MaisonMargiela/folders: A Four‑City Cultural Activation
The Shanghai show marked only the beginning. Maison Margiela simultaneously launched MaisonMargiela/folders, a multi‑city exhibition tour across China Shanghai, Beijing, Chengdu, and Shenzhen designed to bring the house’s codes directly to the public.
The first chapter opened on Shanghai’s pedestrianised Yan Dang Road, where 58 Artisanal looks from 1989 to 2025 were displayed inside industrial shipping containers a nod to the brand’s fascination with repurposed spaces and the raw poetry of the everyday. This open‑air installation blurred the boundaries between fashion, archive, and public art, echoing Martin Margiela’s early commitment to accessibility and free‑market spontaneity.
The tour continues with themed exhibitions across China:
Beijing: Anonymity: Our History of Masks
Chengdu: Tabi: Collectors
Shenzhen: Bianchetto: Atelier Experience
Each activation explores a distinct facet of the house’s identity anonymity, transformation, craftsmanship and is open to the public, reinforcing the Maison’s desire to democratise its codes while deepening its presence in a rapidly growing market.
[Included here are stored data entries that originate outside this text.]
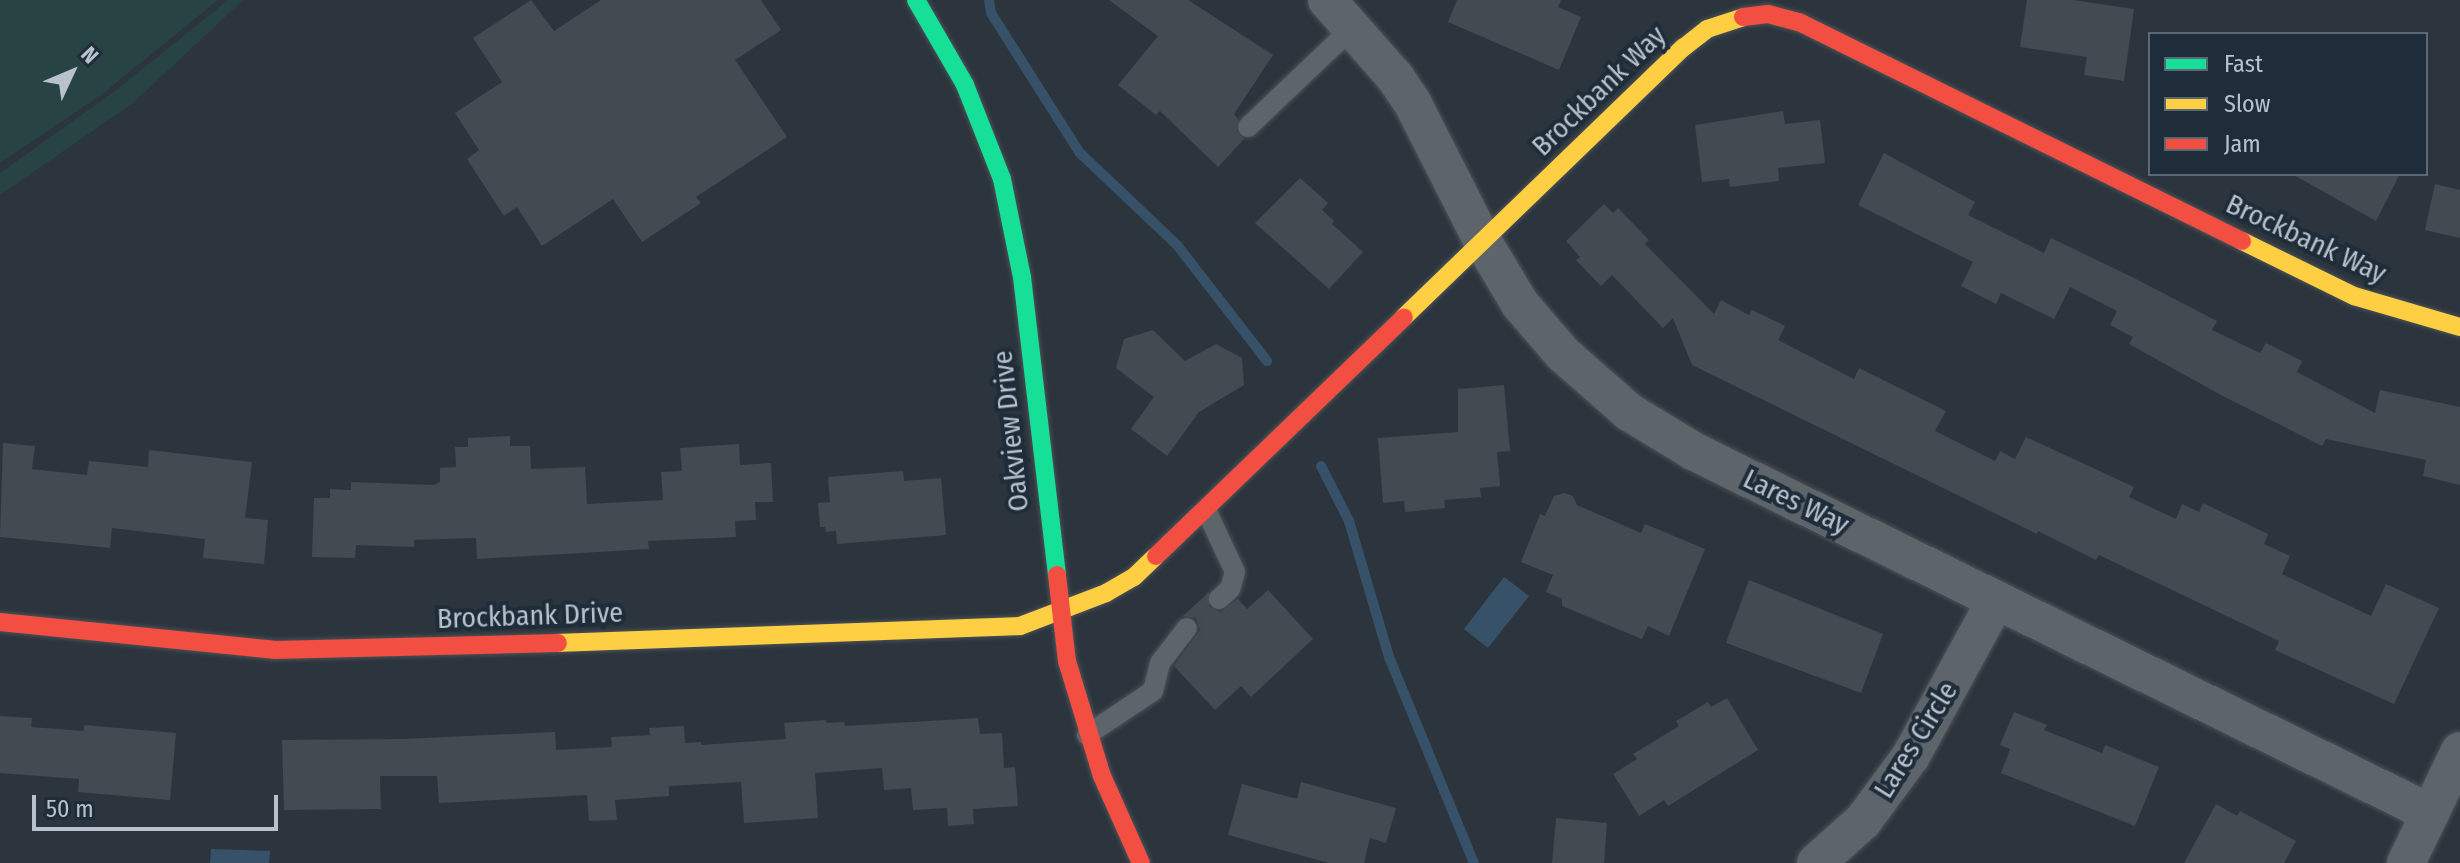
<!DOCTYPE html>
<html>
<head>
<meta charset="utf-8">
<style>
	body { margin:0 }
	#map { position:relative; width:2460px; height:863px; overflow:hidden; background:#2c353d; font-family:"Fira Sans Condensed",sans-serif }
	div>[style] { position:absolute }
	.green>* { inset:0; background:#284343 }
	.water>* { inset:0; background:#375268 }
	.stream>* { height:10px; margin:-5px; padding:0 5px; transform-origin:5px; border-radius:5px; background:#375268 }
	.building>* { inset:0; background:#434a51 }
	.roads { filter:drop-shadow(0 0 2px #4b5157) drop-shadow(0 0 2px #4b5157) }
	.lane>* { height:20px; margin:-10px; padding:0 10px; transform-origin:10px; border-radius:10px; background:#5d646a }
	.street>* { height:38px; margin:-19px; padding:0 19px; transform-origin:19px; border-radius:19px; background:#5d646a }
	.fast>* { height:18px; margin:-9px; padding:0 9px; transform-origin:9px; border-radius:9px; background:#16e098 }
	.slow>* { height:18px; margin:-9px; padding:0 9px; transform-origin:9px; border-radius:9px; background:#ffcf43 }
	.jam>* { height:18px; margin:-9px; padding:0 9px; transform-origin:9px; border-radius:9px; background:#f24e42 }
	span { translate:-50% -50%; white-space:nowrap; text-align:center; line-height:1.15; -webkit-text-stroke:8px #1e2d39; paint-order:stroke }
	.street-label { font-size:28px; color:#b7c2cd }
	.legend { position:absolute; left:2148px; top:32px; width:280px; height:144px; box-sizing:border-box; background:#1e2d39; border:2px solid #5b6974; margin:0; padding:10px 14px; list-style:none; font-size:24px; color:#b7c2cd }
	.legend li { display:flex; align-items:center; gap:16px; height:40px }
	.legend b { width:40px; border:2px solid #5b6974 }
	.north { position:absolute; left:32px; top:32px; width:80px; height:80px; -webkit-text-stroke:6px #1e2d39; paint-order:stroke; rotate:46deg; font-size:22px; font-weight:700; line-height:32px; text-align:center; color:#b7c2cd }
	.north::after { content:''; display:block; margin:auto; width:28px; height:36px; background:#b7c2cd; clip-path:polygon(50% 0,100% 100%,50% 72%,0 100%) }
	.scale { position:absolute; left:32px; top:795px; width:246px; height:36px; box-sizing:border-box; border:4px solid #b7c2cd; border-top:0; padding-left:10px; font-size:24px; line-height:28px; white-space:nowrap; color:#b7c2cd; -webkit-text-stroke:6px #1e2d39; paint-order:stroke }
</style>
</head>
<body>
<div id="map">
	<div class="green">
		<div style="clip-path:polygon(0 0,218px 0,101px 95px,0 163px)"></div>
		<div style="clip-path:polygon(228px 0,243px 0,133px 103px,0 195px,0 173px,115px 91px)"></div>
	</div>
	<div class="water">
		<div style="clip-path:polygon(1504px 577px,1529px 596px,1488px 648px,1464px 629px)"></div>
		<div style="clip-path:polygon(211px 849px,270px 851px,269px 863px,210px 863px)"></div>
	</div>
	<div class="stream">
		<div style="left:989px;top:0;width:13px;rotate:81deg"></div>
		<div style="left:991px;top:13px;width:166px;rotate:57.6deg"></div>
		<div style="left:1080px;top:153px;width:134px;rotate:43.5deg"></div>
		<div style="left:1177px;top:245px;width:147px;rotate:52.2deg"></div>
		<div style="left:1321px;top:466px;width:62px;rotate:63deg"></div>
		<div style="left:1349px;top:521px;width:142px;rotate:73.6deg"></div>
		<div style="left:1389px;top:657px;width:223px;rotate:67.6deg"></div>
	</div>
	<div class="building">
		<div style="clip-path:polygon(531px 0,554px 31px,601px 0,761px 0,781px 30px,735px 60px,787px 137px,696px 197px,701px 203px,642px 242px,613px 199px,542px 246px,517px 207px,504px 216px,467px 159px,479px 150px,455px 113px,502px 82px,473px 38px)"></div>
		<div style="clip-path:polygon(1109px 0,1188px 0,1273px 55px,1234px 114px,1238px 119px,1236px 131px,1244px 139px,1218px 167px,1160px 111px,1156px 115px,1118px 85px,1158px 36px)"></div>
		<div style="clip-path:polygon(1457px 0,1561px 0,1558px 7px,1581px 17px,1559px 70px,1448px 22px)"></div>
		<div style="clip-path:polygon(2027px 0,2073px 0,2134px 9px,2124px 81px,2084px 75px,2087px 57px,2020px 47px)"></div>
		<div style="clip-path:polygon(1783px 111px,1785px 124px,1820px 120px,1825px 163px,1778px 168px,1779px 181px,1730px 187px,1729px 179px,1702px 182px,1695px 125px)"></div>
		<div style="clip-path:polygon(1884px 153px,1975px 202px,1968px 215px,2044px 253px,2051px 238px,2134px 278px,2217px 321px,2212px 330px,2260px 353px,2266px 343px,2302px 361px,2297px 372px,2375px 413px,2380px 390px,2460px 407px,2460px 485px,2423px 476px,2426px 460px,2326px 439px,2322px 446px,2221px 395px,2129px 344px,2133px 337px,2110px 325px,2117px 311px,2070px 287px,2054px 319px,2001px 293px,1996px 304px,1961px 286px,1973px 262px,1858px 205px)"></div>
		<div style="clip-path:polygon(2292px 174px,2400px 174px,2376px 221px)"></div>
		<div style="clip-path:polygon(1300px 178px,1328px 203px,1322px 210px,1334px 221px,1332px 224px,1363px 252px,1329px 289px,1255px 223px)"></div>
		<div style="clip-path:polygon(2435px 184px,2460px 190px,2460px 238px,2425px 230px)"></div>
		<div style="clip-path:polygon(1604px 204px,1613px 213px,1618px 208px,1649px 240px,1645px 244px,1714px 314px,1721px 300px,1749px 315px,1752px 310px,1785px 326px,1778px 340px,1854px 379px,1859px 368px,1946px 411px,1935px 431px,1995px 461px,2000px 451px,2015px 459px,2026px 437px,2134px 487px,2129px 497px,2176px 519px,2182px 504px,2199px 512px,2203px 503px,2268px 534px,2264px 544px,2290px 556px,2282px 574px,2371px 616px,2386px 584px,2439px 608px,2394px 704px,2275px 650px,2279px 641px,2099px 555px,2096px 560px,2038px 531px,2037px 534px,1692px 365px,1673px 318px,1663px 328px,1612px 275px,1601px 286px,1576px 260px,1580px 257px,1566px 241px)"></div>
		<div style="clip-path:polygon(1153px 330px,1185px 361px,1216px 344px,1242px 358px,1244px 385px,1199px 412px,1167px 456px,1131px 429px,1154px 397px,1116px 368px,1124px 339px)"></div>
		<div style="clip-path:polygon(1504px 385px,1510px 451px,1497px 452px,1500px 486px,1480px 488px,1481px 497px,1444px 500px,1445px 508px,1405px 512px,1404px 501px,1383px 503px,1378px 438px,1458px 432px,1458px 389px)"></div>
		<div style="clip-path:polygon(510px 436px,510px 446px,530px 446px,531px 469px,585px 467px,587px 504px,663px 500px,661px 472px,682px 471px,680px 448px,739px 444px,740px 465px,771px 463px,773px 502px,755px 502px,756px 520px,735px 521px,736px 537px,648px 541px,649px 549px,477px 559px,476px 538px,414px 540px,414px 547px,356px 545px,355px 558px,312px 557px,314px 498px,330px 498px,330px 489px,351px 490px,351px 482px,434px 485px,440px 482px,440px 468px,456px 467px,455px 447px,468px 447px,468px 438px)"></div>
		<div style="clip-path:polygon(3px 443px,35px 446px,32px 469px,87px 475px,89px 461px,148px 467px,149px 450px,252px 462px,245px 518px,268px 520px,264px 564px,203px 558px,205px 539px,112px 528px,110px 548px,0 537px)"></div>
		<div style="clip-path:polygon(903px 471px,904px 481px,941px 478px,946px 535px,837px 544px,836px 531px,826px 532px,825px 527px,820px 527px,818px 503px,830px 502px,828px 477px)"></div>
		<div style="clip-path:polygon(1564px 493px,1573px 496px,1577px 505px,1641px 533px,1645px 524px,1705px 549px,1669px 636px,1648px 626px,1642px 639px,1562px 606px,1562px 599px,1546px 592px,1553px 575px,1521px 562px,1540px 514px,1545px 516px,1554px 496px)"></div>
		<div style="clip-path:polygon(1749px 580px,1883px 634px,1861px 693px,1726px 643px)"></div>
		<div style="clip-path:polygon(1268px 590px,1313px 639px,1251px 697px,1241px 686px,1215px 710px,1174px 666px,1200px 630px,1196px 618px,1183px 616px,1209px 592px,1209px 607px,1221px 612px,1238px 599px,1247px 609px)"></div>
		<div style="clip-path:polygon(1727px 698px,1758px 750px,1668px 806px,1664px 800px,1639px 816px,1613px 774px,1637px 759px,1633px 754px,1679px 726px,1676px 721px,1708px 702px,1711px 707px)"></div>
		<div style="clip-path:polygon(2014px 712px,2047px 725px,2044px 730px,2102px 753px,2105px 745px,2159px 767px,2135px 826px,2001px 773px,2010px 749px,2000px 745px)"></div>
		<div style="clip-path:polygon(0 716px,32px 718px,31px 727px,84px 731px,84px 725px,176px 733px,170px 800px,78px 792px,79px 779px,0 773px)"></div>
		<div style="clip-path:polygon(978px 718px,980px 734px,1002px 733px,1004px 768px,1015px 767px,1018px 806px,973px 809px,974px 824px,948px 826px,947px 808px,913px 810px,911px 788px,884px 790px,882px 768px,815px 773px,818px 818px,744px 823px,741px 782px,669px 786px,669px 796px,615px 800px,617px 820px,589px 821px,587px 795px,439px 803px,437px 776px,380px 776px,381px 809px,284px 810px,282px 740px,402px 739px,555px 732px,556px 750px,612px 747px,611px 737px,650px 735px,649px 728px,684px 726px,685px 743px,701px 742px,701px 745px,786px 739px,784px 723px,826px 720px,826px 723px,844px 722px,845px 726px)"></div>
		<div style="clip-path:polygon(1301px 782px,1396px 808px,1386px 843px,1370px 838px,1364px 863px,1329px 863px,1228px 835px,1242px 784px,1297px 799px)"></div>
		<div style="clip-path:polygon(2216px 804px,2237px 816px,2240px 811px,2296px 841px,2284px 863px,2184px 863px)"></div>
		<div style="clip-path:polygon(1556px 818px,1607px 823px,1604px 863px,1552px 863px)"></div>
	</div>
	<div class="roads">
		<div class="lane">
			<div style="left:1248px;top:127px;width:144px;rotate:-43.6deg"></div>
			<div style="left:1206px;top:510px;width:68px;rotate:64.9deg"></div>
			<div style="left:1235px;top:572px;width:18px;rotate:106deg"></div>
			<div style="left:1230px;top:589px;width:15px;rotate:138deg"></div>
			<div style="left:1087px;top:735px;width:79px;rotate:-33.7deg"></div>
			<div style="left:1153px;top:691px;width:29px;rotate:-76deg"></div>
			<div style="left:1160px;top:663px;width:44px;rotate:-52.4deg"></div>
		</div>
		<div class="street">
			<div style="left:1327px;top:0;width:103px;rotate:48.6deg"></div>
			<div style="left:1395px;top:77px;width:32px;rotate:56deg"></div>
			<div style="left:1413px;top:104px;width:155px;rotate:63.1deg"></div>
			<div style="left:1483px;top:242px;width:72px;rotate:59.2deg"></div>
			<div style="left:1520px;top:304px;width:66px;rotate:49.3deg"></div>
			<div style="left:1563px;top:354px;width:88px;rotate:41.3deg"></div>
			<div style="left:1629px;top:412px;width:77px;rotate:31.2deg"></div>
			<div style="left:1695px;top:452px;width:819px;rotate:26.16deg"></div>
			<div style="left:1816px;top:863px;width:63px;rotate:-41.8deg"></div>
			<div style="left:1863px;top:821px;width:81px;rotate:-53.6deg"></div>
			<div style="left:1911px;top:756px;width:178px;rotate:-61.4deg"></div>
			<div style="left:2406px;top:863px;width:124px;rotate:-64.3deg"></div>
		</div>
		<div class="fast">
			<div style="left:916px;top:0;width:98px;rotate:60deg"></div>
			<div style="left:965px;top:85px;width:101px;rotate:68.5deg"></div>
			<div style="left:1002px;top:179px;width:100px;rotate:78.5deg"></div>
			<div style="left:1022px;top:277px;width:300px;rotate:83.3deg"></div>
		</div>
		<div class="slow">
			<div style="left:2242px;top:241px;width:125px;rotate:26.2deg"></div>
			<div style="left:2354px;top:296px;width:110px;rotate:16.3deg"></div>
			<div style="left:1404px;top:317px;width:388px;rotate:-44deg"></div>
			<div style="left:1683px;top:48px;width:31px;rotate:-38deg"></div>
			<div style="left:1707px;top:29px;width:38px;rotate:-18deg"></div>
			<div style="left:558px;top:643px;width:462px;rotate:-2.1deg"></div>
			<div style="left:1020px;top:626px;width:92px;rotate:-21deg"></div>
			<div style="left:1106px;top:593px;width:32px;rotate:-30deg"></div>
			<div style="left:1134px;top:577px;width:30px;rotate:-44deg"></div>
		</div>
		<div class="jam">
			<div style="left:1743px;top:17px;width:25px;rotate:-7deg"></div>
			<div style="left:1768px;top:14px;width:34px;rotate:15deg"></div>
			<div style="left:1801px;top:23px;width:492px;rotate:26.3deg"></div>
			<div style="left:1156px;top:556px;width:344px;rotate:-43.9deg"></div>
			<div style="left:1057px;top:575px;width:87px;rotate:83.4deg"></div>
			<div style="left:1067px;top:661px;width:120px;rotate:73.1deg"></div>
			<div style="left:1102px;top:776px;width:95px;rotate:65.9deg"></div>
			<div style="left:0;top:622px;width:275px;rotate:5.8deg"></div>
			<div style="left:274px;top:650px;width:284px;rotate:-1.4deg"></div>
		</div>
	</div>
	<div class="street-label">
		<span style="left:1599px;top:91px;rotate:-44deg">Brockbank Way</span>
		<span style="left:2306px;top:239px;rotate:25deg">Brockbank Way</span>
		<span style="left:1011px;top:431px;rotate:-96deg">Oakview Drive</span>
		<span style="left:1796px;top:502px;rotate:26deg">Lares Way</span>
		<span style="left:530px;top:616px;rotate:-2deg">Brockbank Drive</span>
		<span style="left:1916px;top:740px;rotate:-58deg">Lares Circle</span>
	</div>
	<ul class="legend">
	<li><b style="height:10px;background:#16e098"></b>Fast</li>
	<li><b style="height:10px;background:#ffcf43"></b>Slow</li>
	<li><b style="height:10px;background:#f24e42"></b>Jam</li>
	</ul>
	<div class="north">N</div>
	<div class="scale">50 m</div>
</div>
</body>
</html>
A New Frontier for a House Built on Subversion
Maison Margiela’s Shanghai debut is more than a geographic shift it is a conceptual expansion. By merging couture and ready‑to‑wear, by transforming a shipyard into a stage, by placing archival Artisanal pieces inside shipping containers, the house continues to challenge how fashion is presented, consumed, and remembered.
This moment marks a new chapter: global, mobile, and deeply rooted in the Maison’s founding principles of reinvention, anonymity, and the poetic potential of the overlooked.
Margiela has left Paris but it has not left its philosophy behind.